Verdächtigungen und wachsendes Misstrauen
Wenig später tauchen zwei Beamte des Bundeskriminalamtes (BKA) auf. Sie suggerieren, Tariq könnte ein "Schläfer" sein, ein Terrorist, der auf seinen "Einsatz" wartet. Sie zeigen Maya Fotos, Indizien, vermeintliche Beweise und bitten sie um ihre Mitarbeit, um Spitzeldienste. Maya lehnt erzürnt ab. Aber die Saat ist gelegt, das Misstrauen beginnt zu keimen. Plötzlich tauchen, wie von selbst, immer neue Verdachtsmomente auf: ein plötzlicher Besuch eines alten Freundes; Gebetsgemurmel aus dem Gästezimmer; seltsame Finanztransaktionen auf dem gemeinsamen Konto; der Besuch einer islamischen Hochzeit; verdächtige Flugtickets im Papierkorb.

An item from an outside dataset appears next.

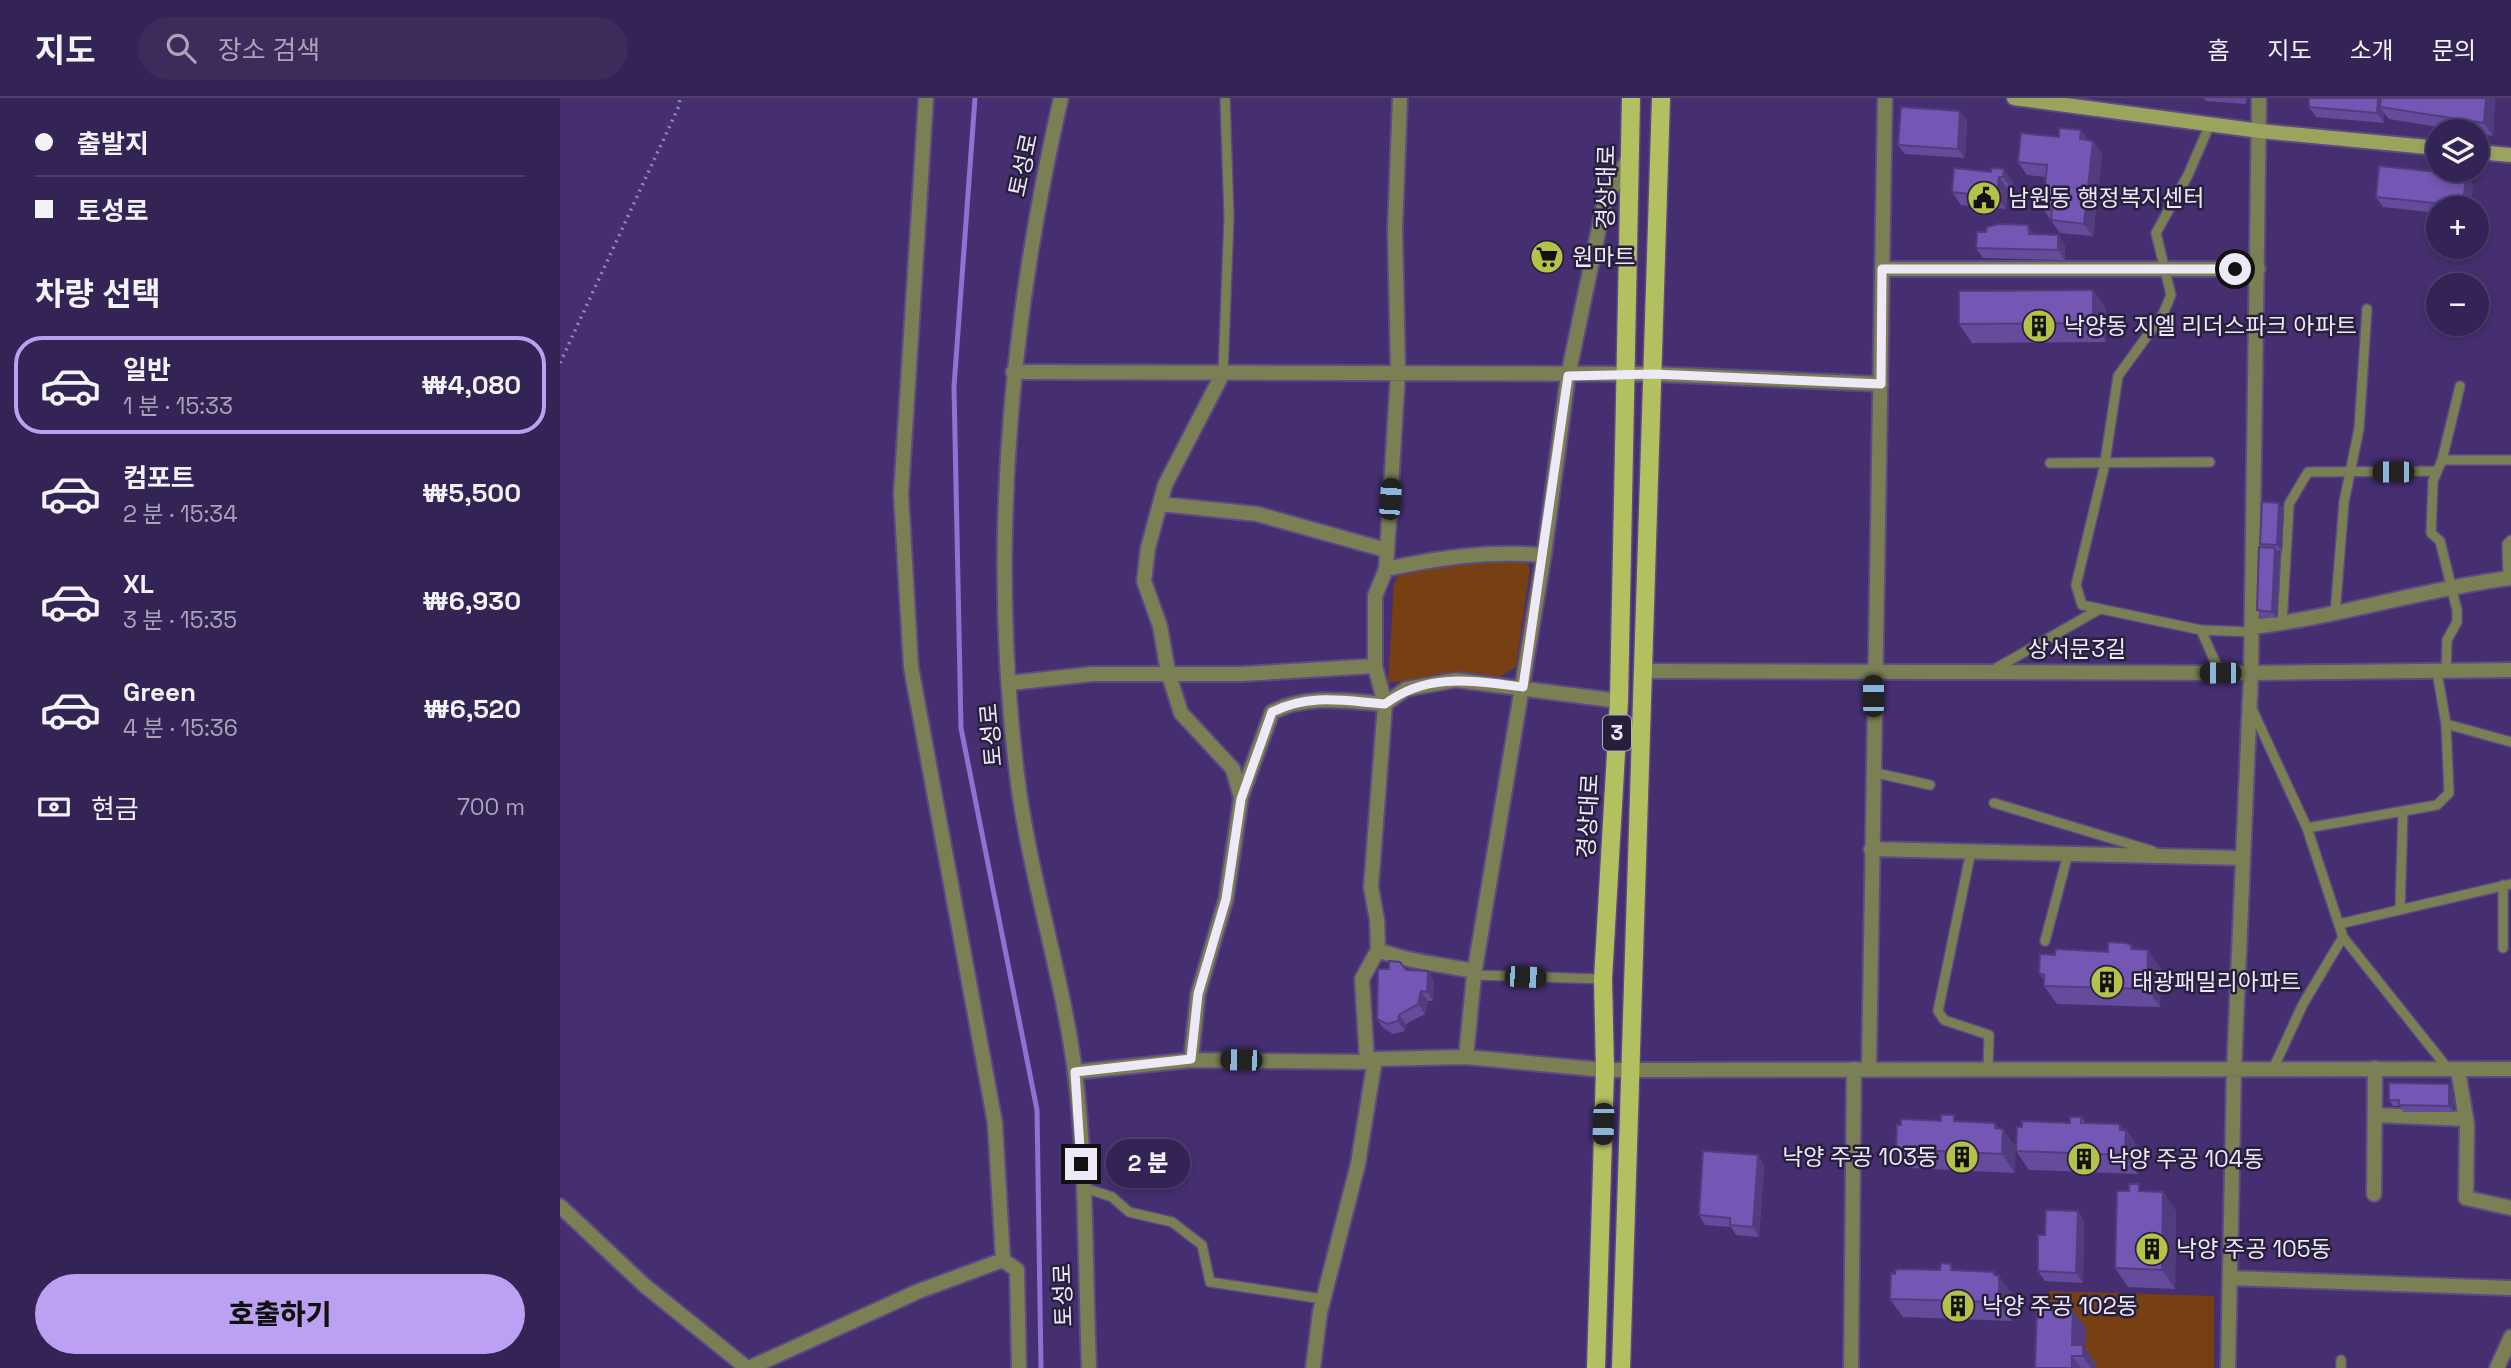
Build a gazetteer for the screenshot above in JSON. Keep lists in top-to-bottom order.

Während die Radionachrichten immer neue Meldungen von Terror-Anschlägen bringen und Politiker/innen offen das Abhören von Telefonen propagieren, bemerkt Tariq, dass er beschattet wird. Kann im Schatten des 11. September jeder Muslim zum potenziellen Islamisten werden, der Wissenschaftler zum Sicherheitsrisiko im eigenen Forschungsinstitut? Oder ist Tariq nur paranoid? Sieht er Anschuldigungen, wo keine sind? Der Film hält diese Fragen bewusst in der Schwebe, denn für Tariq spielt es letztlich keine Rolle: Trotz Integration wird der unbescholtene Bürger wegen seiner kulturellen Zugehörigkeit zum Verdächtigen. Das Klima grundlegender Verunsicherung macht selbst vor der Grundschule nicht Halt. Dort wird Sohn Karim gefragt: "Ist dein Vater ein Terrorist?". Schließlich brechen zwischen den Eheleuten kulturelle Differenzen auf, die längst verarbeitet schienen und Maya muss sich fragen, ob "unser Leben nur ein Vorwand war, eine einzige große Lüge". Die Eskalation ist vorprogrammiert.
Zerbrechliches Ideal einer liberalen Gesellschaft
Mit einem feinen Gespür für die Psychologie der Figuren seziert Folgeschäden den Einfluss veränderter politischer Rahmenbedingungen auf die kleinste gesellschaftliche Einheit, eine mitteleuropäische Familie. Und dekliniert an ihr den großen, von dem US-amerikanischen Politikwissenschaftler Samuel P. Huntington apostrophierten "Clash of Civilizations" durch. Doch vor allem zeichnet Regisseur Nasr exakt nach, wie die abstrakte Bedrohung durch einen möglichen Anschlag von islamistischen Extremistengruppen wie Al-Qaida Einfluss nimmt auf den konkreten Alltag in Deutschland. Folgeschäden gelingt ein sensibles Stimmungsbild einer Nation, in der die Angst vor Terrorattacken eine verschärfte politische Wachsamkeit erfordert und auch im privaten Leben unterschwellig ständig präsent ist. Zugleich entlarvt der Film ganz nebenbei, wie zerbrechlich das Ideal einer liberalen, multikulturellen Gesellschaft ist.
Eine wahre Begebenheit
Das Drehbuch des Autors Florian Hanig beruht auf einer wahren Begebenheit. Neben der Inszenierung, die es vermeidet, den authentischen Stoff zum Spektakel aufzubauschen, liegt die größte Stärke des Films im Spiel seiner Protagonisten/innen. Das Drama zeichnet sich in den Gesichtern von Mehdi Nebbou (Tariq) und Silke Bodenbender (Maya) ab. Dass diese Charaktere mit weitgehend unbekannten Darstellern/innen besetzt wurden, sorgt dafür, dass keine Fernseh-Prominenz ihre künstlerischen Leistungen überlagern kann. Die Erlösung für Tariq und Maya bringt die Staatsgewalt, die eine Akte schließt, die sie niemals hätte öffnen dürfen, und die mit kalter Präzision feststellt, dass die Verdachtsmomente sich als unbegründet erwiesen haben. Die Trümmer einer Liebe, die zurückbleiben, sind nur die unbedeutendsten unter den Kollateralschäden im weltweiten Krieg gegen den Terror.